Richard Crocker’s Introduction to Gregorian Chant

February 27, 2009

A brief excerpt from Richard Crocker’s Introduction to Gregorian Chant (Yale University Press, 2000)

Pp. 62-63

“In terms of broad genres, the Mass Propers can be described not as epic or dramatic, but rather as lyric.  The melody presents short involuted turns of phrase that cluster around a central theme sometimes so vague as to be merely implied.  The order of presentation is not significant, being arranged so as to furnish variety and avoid obvious repetition.  This kind of arrangement is meditative in that it invites contemplation of various aspects of a subject without the pressure of following a closely argued discourse or of arriving at a conclusion or at a lofty vantage point – such as we experience in a Beethoven symphony.

“In Gregorian chant I hear a succession of short melodic phrases (each about the length of a word or syllable); the succession itself I can only describe as lyric fantasy.  Each phrase moves a little differently, or in a different direction; even though by itself each phrase makes a simple, easily understood melodic move, the succession from one to the next is unexpected, giving a sense of fantasy to the whole.

 

“I find this non-narrative, non-dramatic quality throughout the repertory of Gregorian Mass Propers, exceptions being so infrequent as to be famous among chant singers.

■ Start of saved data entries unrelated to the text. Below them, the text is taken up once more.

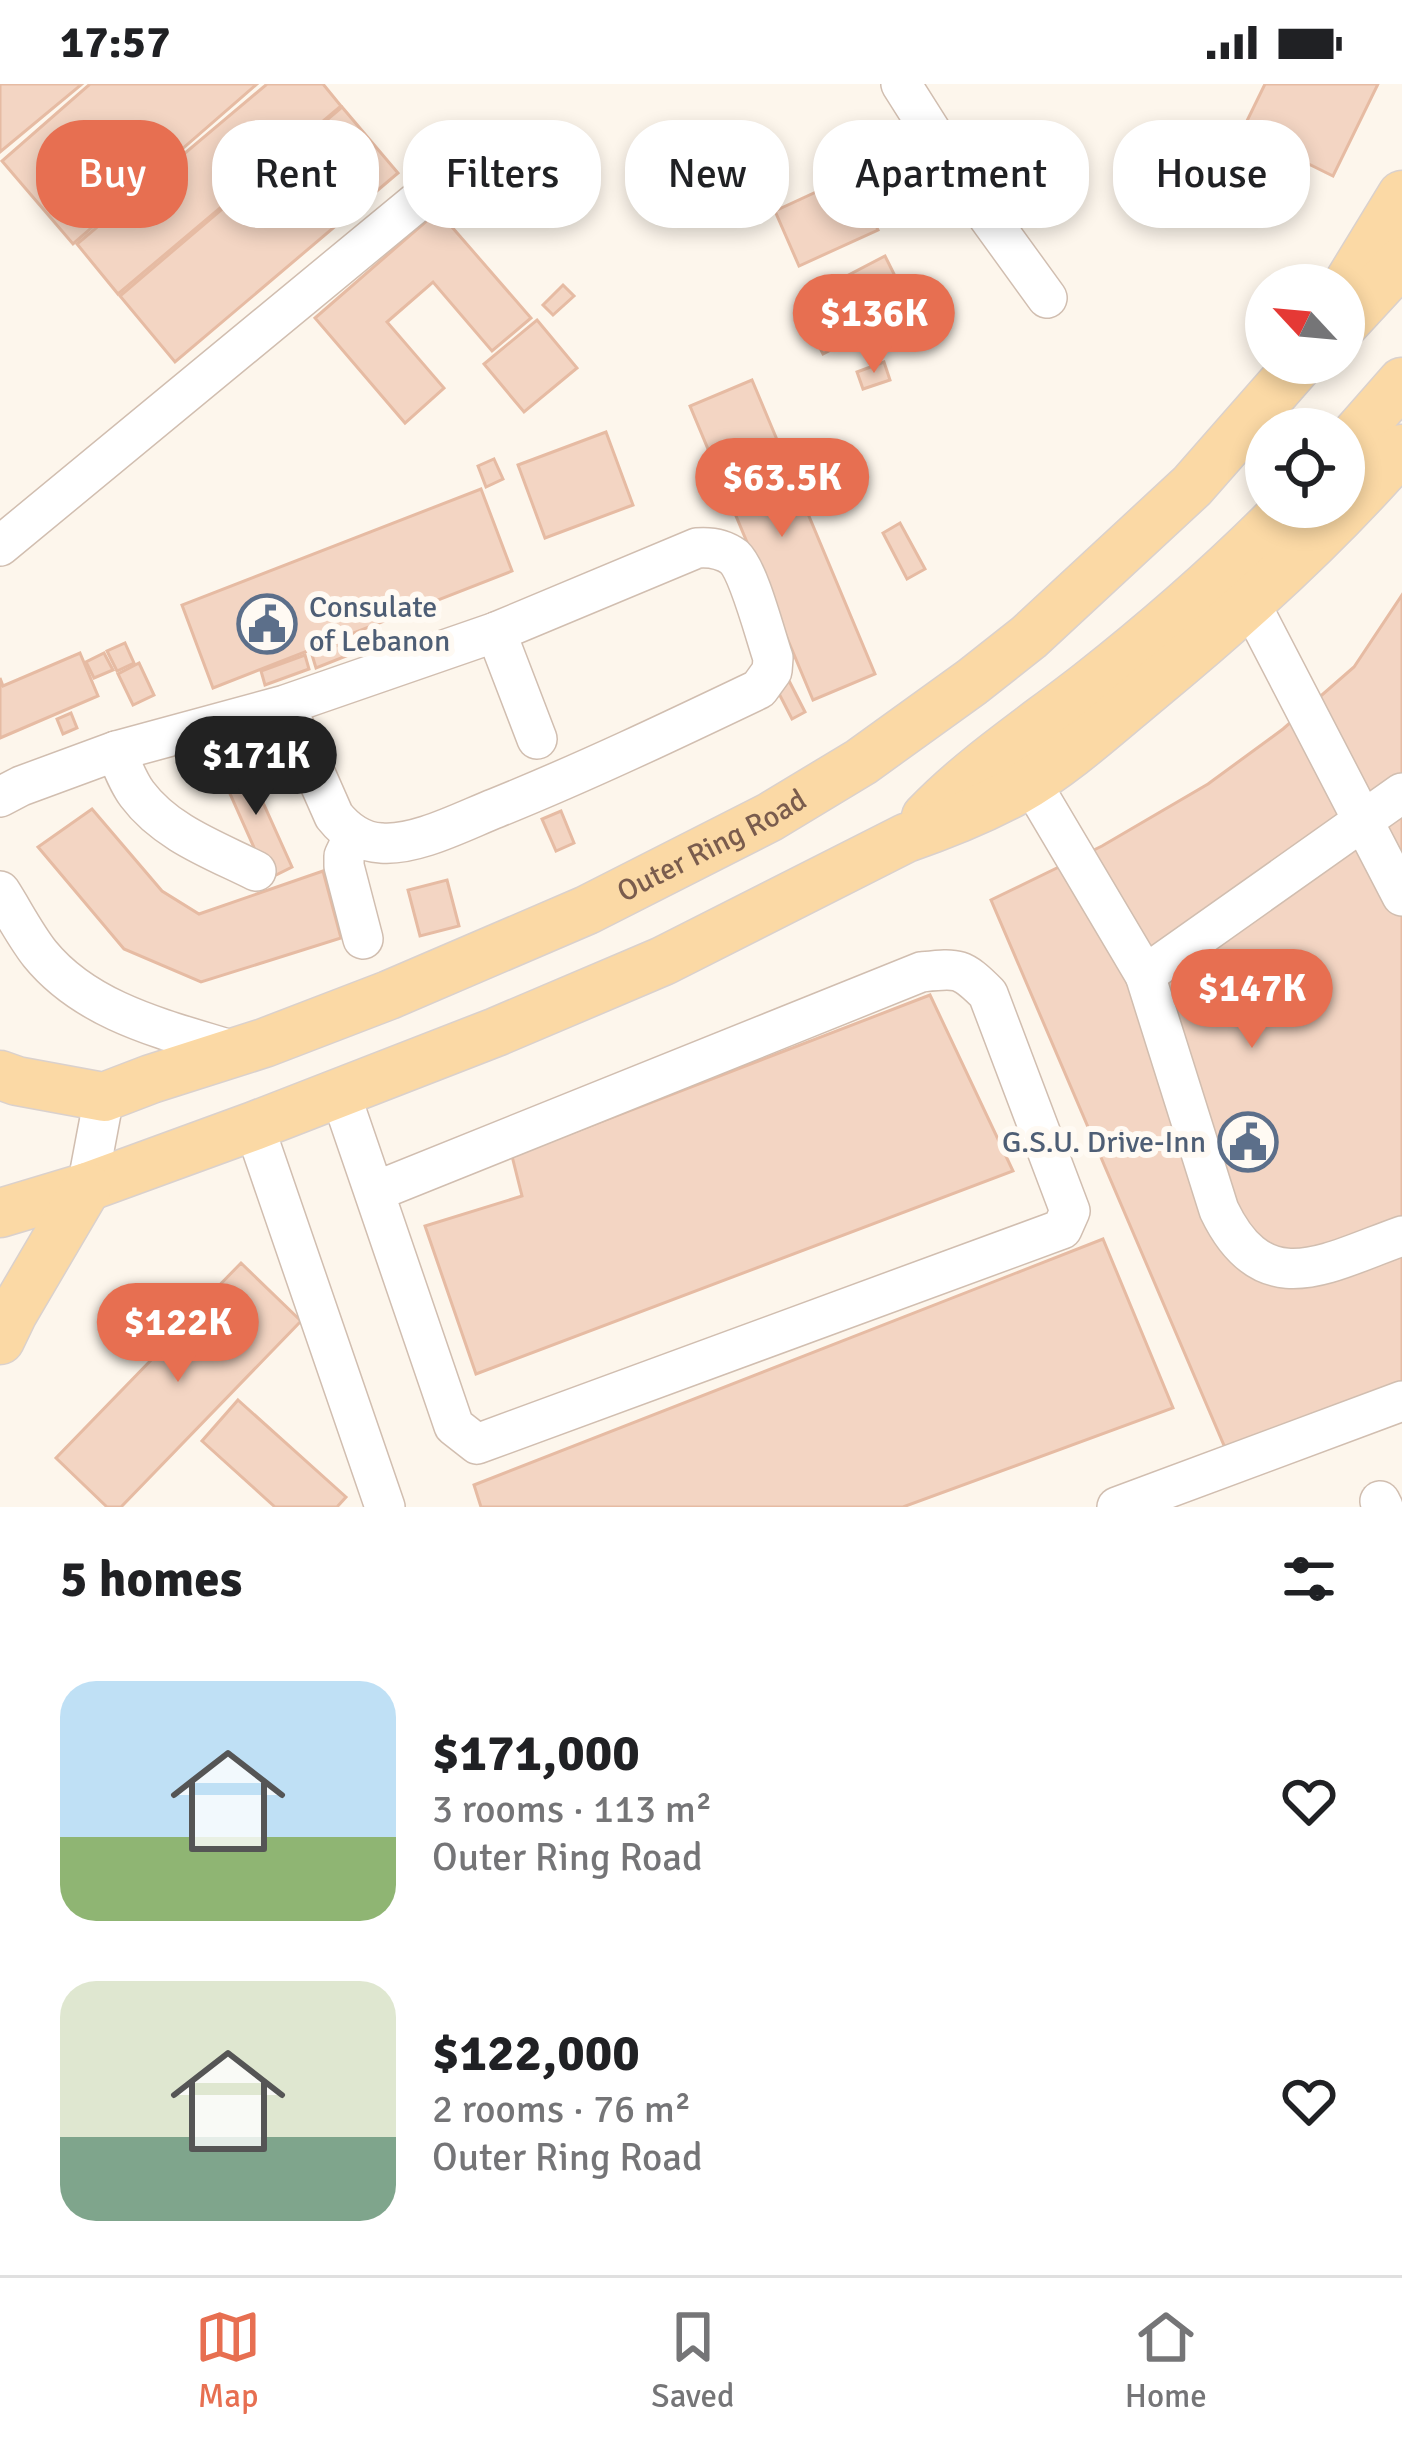 <!DOCTYPE html>
<html lang="en">
<head>
<meta charset="utf-8">
<style>
	body { margin:0; font-family:Signika,sans-serif; background:#f2f2f2; color:#202124; height:100vh; display:flex; flex-direction:column; font-size:45px; white-space:nowrap }
	* { box-sizing:border-box; margin:0 }
	p { font-size:39px; color:#757577 }
	.icon { flex:none; width:66px; height:66px; fill:none; stroke:currentColor; stroke-width:2; stroke-linecap:round; stroke-linejoin:round }
	.map { position:relative; height:1423px; overflow:hidden }
	.drawer { display:flex; flex-direction:column; background:#fff; flex:1 }
	.drawer>* { flex:none }
	.banner { position:absolute; left:36px; top:36px; width:1332px; height:108px; display:flex; gap:24px }
	.needle { width:78px; rotate:296deg }
	.controls { position:absolute; left:1245px; top:180px; display:grid; gap:24px }
	.controls a { display:grid; place-items:center; width:120px; height:120px; border-radius:50%; background:#fff; box-shadow:0 6px 18px #0003; font-size:60px }
	.price { position:absolute; translate:-50% -102px; padding:0 27px; border-radius:42px; background:#e76f51; color:#fff; font-size:39px; line-height:78px; filter:drop-shadow(0 3px 6px #0008) }
	.price::after { content:''; position:absolute; left:50%; top:72px; width:36px; height:27px; margin-left:-18px; background:inherit; clip-path:polygon(0 0,100% 0,50% 100%) }
	.price.active { background:#222; color:#fff }
	ul { padding:0; list-style:none }
	li { display:flex; align-items:center; gap:36px; height:300px; padding:0 60px }
	li span { display:grid; place-items:center; flex:none; width:336px; height:240px; border-radius:36px; color:#555 }
	li>.icon { margin-inline-start:auto }
	span .icon { width:144px; height:144px; fill:#fffc; stroke-width:1 }
	li b { font-size:51px }
	h2 { display:flex; justify-content:space-between; align-items:center; height:144px; padding:0 60px; font-size:51px }
	.pill { padding:0 42px; border-radius:48px; background:#fff; box-shadow:0 6px 18px #0003; font-size:42px; line-height:108px }
	.pill.active { background:#e76f51; color:#fff }
	.status { display:flex; justify-content:space-between; align-items:center; height:84px; padding:0 60px; background:#fff; direction:ltr }
	.status svg { height:33px; fill:currentColor }
	.dock { display:flex; justify-content:space-around; align-items:center; height:168px; border-top:3px solid #e0e0e0; background:#fff; font-size:33px; color:#757577 }
	.dock a { display:grid; justify-items:center; gap:6px }
	.dock .active { color:#e76f51 }
	.map>svg:first-child { display:block }
	.building { fill:#f3d5c3; stroke:#e6bba3; stroke-width:3 }
	.lines { fill:none; stroke-linecap:round; stroke-linejoin:round }
	.minor-casing { stroke:#d1beb0; stroke-width:42 }
	.major-casing { stroke:#dad1cd; stroke-width:51 }
	.minor { stroke:#fff; stroke-width:39 }
	.major { stroke:#fbd9a5; stroke-width:48 }
	.labels { text-anchor:middle; dominant-baseline:central; stroke-width:12; stroke-linejoin:round; paint-order:stroke }
	.service-label { font-size:30px; fill:#4e5e75; stroke:#fffaf3; text-anchor:start }
	.street-label { font-size:30px; fill:#7a5c4d; stroke:#fffaf3 }
</style>
</head>
<body>
<div class="status"><b>17:57</b><svg viewBox="0 0 49 12"><path d="M0 12V9h3v3zM5 12V6h3v6zM10 12V3h3v9zM15 12V0h3v12zM26 1h20v11H26zM47 4h2v5h-2z"/></svg></div>
<div class="map">
<svg width="1402" height="1423" viewBox="0 0 1402 1423">
	<rect width="100%" height="100%" fill="#fdf6ec"/>
	<!-- building -->
	<g class="building">
		<polygon points="0,0 82,0 0,68"/>
		<polygon points="90,0 257,0 73,160 2,77"/>
		<polygon points="267,0 323,0 341,22 118,210 77,160"/>
		<polygon points="1265,0 1378,0 1333,92 1242,47"/>
		<polygon points="342,23 398,89 175,278 120,212"/>
		<polygon points="476,38 483,46 458,66 452,57"/>
		<polygon points="488,49 496,57 470,80 463,72"/>
		<polygon points="853,91 878,146 799,182 775,127"/>
		<polygon points="507,97 526,123 511,135 491,108"/>
		<polygon points="438,127 531,234 492,267 433,198 387,238 444,304 405,339 315,234"/>
		<polygon points="885,172 911,224 823,270 797,218"/>
		<polygon points="563,201 574,212 553,231 543,221"/>
		<polygon points="537,236 577,284 524,328 484,280"/>
		<polygon points="884,278 890,296 863,305 857,288"/>
		<polygon points="752,296 875,590 813,616 690,322"/>
		<polygon points="606,348 633,421 545,454 518,381"/>
		<polygon points="494,375 503,395 486,403 478,382"/>
		<polygon points="481,405 512,487 213,604 182,521"/>
		<polygon points="900,439 925,485 907,495 883,449"/>
		<polygon points="1402,511 1402,1301 1226,1366 991,816 1102,762 1208,700 1283,645 1354,583"/>
		<polygon points="359,553 364,565 316,584 312,571"/>
		<polygon points="125,559 134,579 117,587 107,567"/>
		<polygon points="80,569 98,612 0,654 0,594 3,602"/>
		<polygon points="104,569 113,586 94,594 86,578"/>
		<polygon points="305,571 309,585 265,601 261,587"/>
		<polygon points="139,579 154,611 133,621 118,590"/>
		<polygon points="783,585 805,628 792,635 770,592"/>
		<polygon points="71,629 77,644 63,650 57,635"/>
		<polygon points="243,674 292,783 268,795 219,685"/>
		<polygon points="92,725 162,807 199,830 323,787 341,854 201,898 124,865 38,763"/>
		<polygon points="561,727 574,759 556,767 542,735"/>
		<polygon points="447,796 459,842 420,852 408,806"/>
		<polygon points="930,911 1013,1087 476,1290 425,1142 522,1112 512,1072"/>
		<polygon points="1103,1155 1173,1324 903,1423 481,1423 474,1401"/>
		<polygon points="241,1179 301,1237 121,1423 107,1423 56,1374 154,1273 127,1247 149,1224 174,1248"/>
		<polygon points="238,1316 346,1413 337,1423 275,1423 202,1357"/>
	</g>
	<g class="lines">
		<!-- minor casing -->
		<g class="minor-casing">
			<g id="minor">
				<polyline points="901,0 963,98 1047,214"/>
				<polyline points="0,462 463,80"/>
				<polyline points="1250,519 1402,812"/>
				<polyline points="496,548 537,655"/>
				<path d="M116,667C122,682 128,698 137,710C166,749 214,766 256,787"/>
				<polyline points="1030,697 1145,891 1402,709"/>
				<path d="M0,713L21,702L116,667L285,621L496,548L697,464C709,463 723,465 734,473C749,487 765,551 773,574L772,587L759,605C671,647 585,688 496,724C463,737 416,762 381,759C361,758 346,747 334,732L285,621"/>
				<polyline points="354,751 344,772 344,782 363,855"/>
				<path d="M0,807C13,827 25,851 40,870C88,929 167,946 237,968"/>
				<path d="M1145,891L1219,1126C1264,1220 1326,1179 1402,1152"/>
				<path d="M340,1009L374,1108L921,888C958,884 961,883 988,910L1070,1127L1062,1145L477,1360L454,1342L374,1108"/>
				<polyline points="254,1042 385,1423"/>
				<polyline points="87,1103 104,1013"/>
				<polyline points="1380,1417 1383,1423"/>
				<polyline points="1117,1423 1402,1317"/>
			</g>
		</g>
		<!-- major casing -->
		<g class="major-casing">
			<g id="major">
				<polyline points="1344,206 1402,111"/>
				<polyline points="1344,240 1402,177"/>
				<polyline points="1344,364 1402,298"/>
				<path d="M926,733C974,683 1035,643 1090,600C1160,545 1226,487 1289,423"/>
				<path id="s1" d="M0,991L17,997L104,1013L151,995L264,959L389,911L587,826L770,733L861,678L972,598L1029,553L1192,402L1300,279"/>
				<path d="M0,1129L87,1103L254,1042L496,948L663,877L906,754C944,741 981,726 1016,707C1062,681 1107,640 1148,606C1238,532 1326,453 1402,365"/>
				<polyline points="0,1256 13,1229 87,1103"/>
			</g>
		</g>
		<!-- minor -->
		<use href="#minor" class="minor"/>
		<!-- major -->
		<use href="#major" class="major"/>
	</g>
	<!-- icons -->
	<defs>
		<g id="civic-ring" transform="scale(3)"><circle r="9.5" fill="#fffaf3" stroke="#5c6f8a" stroke-width="1.5"/><path d="M-.6-6.5H3V-4.5H.6V-3L4-1V1h2V6H-6V1h2V-1L-.6-3ZM-1.2 2.5V6h2.4V2.5Z" fill="#5c6f8a"/></g>
	</defs>
	<g fill-rule="evenodd">
		<use href="#civic-ring" x="267" y="540"/>
		<use href="#civic-ring" x="1248" y="1058"/>
	</g>
	<g class="labels">
		<!-- service labels -->
		<g class="service-label">
			<text x="309" y="523">Consulate<tspan x="309" dy="34">of Lebanon</tspan></text>
			<text x="1206" y="1058" text-anchor="end">G.S.U. Drive-Inn</text>
		</g>
		<!-- street labels -->
		<g class="street-label">
			<text stroke="none"><textPath href="#s1" startOffset="765">Outer Ring Road</textPath></text>
		</g>
	</g>
</svg>
<div class="controls">
<a><svg class="needle" viewBox="-14 -14 28 28"><path d="M0-13l5 13h-10z" fill="#e53935"/><path d="M0 13l5-13h-10z" fill="#757577"/></svg></a>
<a><svg class="icon" aria-label="locate" viewBox="0 0 24 24"><circle cx="12" cy="12" r="6"/><path d="M12 2v4M12 18v4M2 12h4M18 12h4"/></svg></a>
</div>
<b class="price" style="left:874px;top:292px">$136K</b>
<b class="price" style="left:782px;top:456px">$63.5K</b>
<b class="price active" style="left:256px;top:734px">$171K</b>
<b class="price" style="left:1252px;top:967px">$147K</b>
<b class="price" style="left:178px;top:1301px">$122K</b>
<div class="banner">
<a class="pill active">Buy</a>
<a class="pill">Rent</a>
<a class="pill">Filters</a>
<a class="pill">New</a>
<a class="pill">Apartment</a>
<a class="pill">House</a>
</div>
</div>
<section class="drawer">
<h2>5 homes<svg class="icon" aria-label="filters" viewBox="0 0 24 24"><path d="M4 7h16M4 17h16"/><circle cx="9" cy="7" r="2"/><circle cx="15" cy="17" r="2"/></svg></h2>
<ul>
<li><span style="background:linear-gradient(#bfe0f5 65%,#8fb573 0)"><svg class="icon" aria-label="home" viewBox="0 0 24 24"><path d="M3 11l9-7 9 7M6 9v11h12V9"/></svg></span><div><b>$171,000</b><p>3 rooms · 113 m²</p><p>Outer Ring Road</p></div><svg class="icon" aria-label="heart" viewBox="0 0 24 24"><path d="M12 20l-8-8c-3-5 5-10 8-4 3-6 11-1 8 4z"/></svg></li>
<li><span style="background:linear-gradient(#dfe7d0 65%,#7fa58c 0)"><svg class="icon" aria-label="home" viewBox="0 0 24 24"><path d="M3 11l9-7 9 7M6 9v11h12V9"/></svg></span><div><b>$122,000</b><p>2 rooms · 76 m²</p><p>Outer Ring Road</p></div><svg class="icon" aria-label="heart" viewBox="0 0 24 24"><path d="M12 20l-8-8c-3-5 5-10 8-4 3-6 11-1 8 4z"/></svg></li>
</ul>
</section>
<nav class="dock">
<a class="active"><svg class="icon" aria-label="map" viewBox="0 0 24 24"><path d="M3 6l6-2 6 2 6-2v14l-6 2-6-2-6 2zM9 4v14M15 6v14"/></svg>Map</a>
<a><svg class="icon" aria-label="saved" viewBox="0 0 24 24"><path d="M7 4h10v16l-5-4-5 4z"/></svg>Saved</a>
<a><svg class="icon" aria-label="home" viewBox="0 0 24 24"><path d="M3 11l9-7 9 7M6 9v11h12V9"/></svg>Home</a>
</nav>
</body>
</html>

There is one instance of a long sustained ascent exceeding an octave, arriving at a climax that is foreseeable in the approach and satisfying in its completion (this is the Offertory Iubilate Deo universa terra).  There is a descent, even longer, through an octave and a half in the Gradual Ecce quam bonum, although in that case the descent is so leisurely, backtracking with so many involute turns, that the overall trend may be perceptible only when the piece is complete.  And in Ecce quam bonum the long descent accompanies words that describe the cup of fine oil that overflows and runs down the beard of Aaron – an instance of word-painting unusual in Gregorian chant.

 

“In most melismatic pieces, however, there is no such sustained preparation for ascents or descents; usual procedures include, instead, circling around a central pitch in a complex way, or making relatively unprepared moves to the top or the bottom of the pitch set in such a way as to suggest that movement anywhere in the set is possible at any time.  Melismatic chants do not conform to a simple model such as an arch; there are plenty of melodic high points, but they are not consistently located in the centre of a phrase, that is, preceded by an ascent and followed by a descent.”

 

[…]

 

“There is so much to hear – melismatic chant is so complex in its movements! The avoidance of repetition at the lowest level, from one pitch to the next, is absolutely persistent; the sense of difference is continual.  After forty years I am still learning to recognize the subtle ways in which the seemingly endless twists and turns of Gregorian chant deftly define a musical shape, a musical meaning.”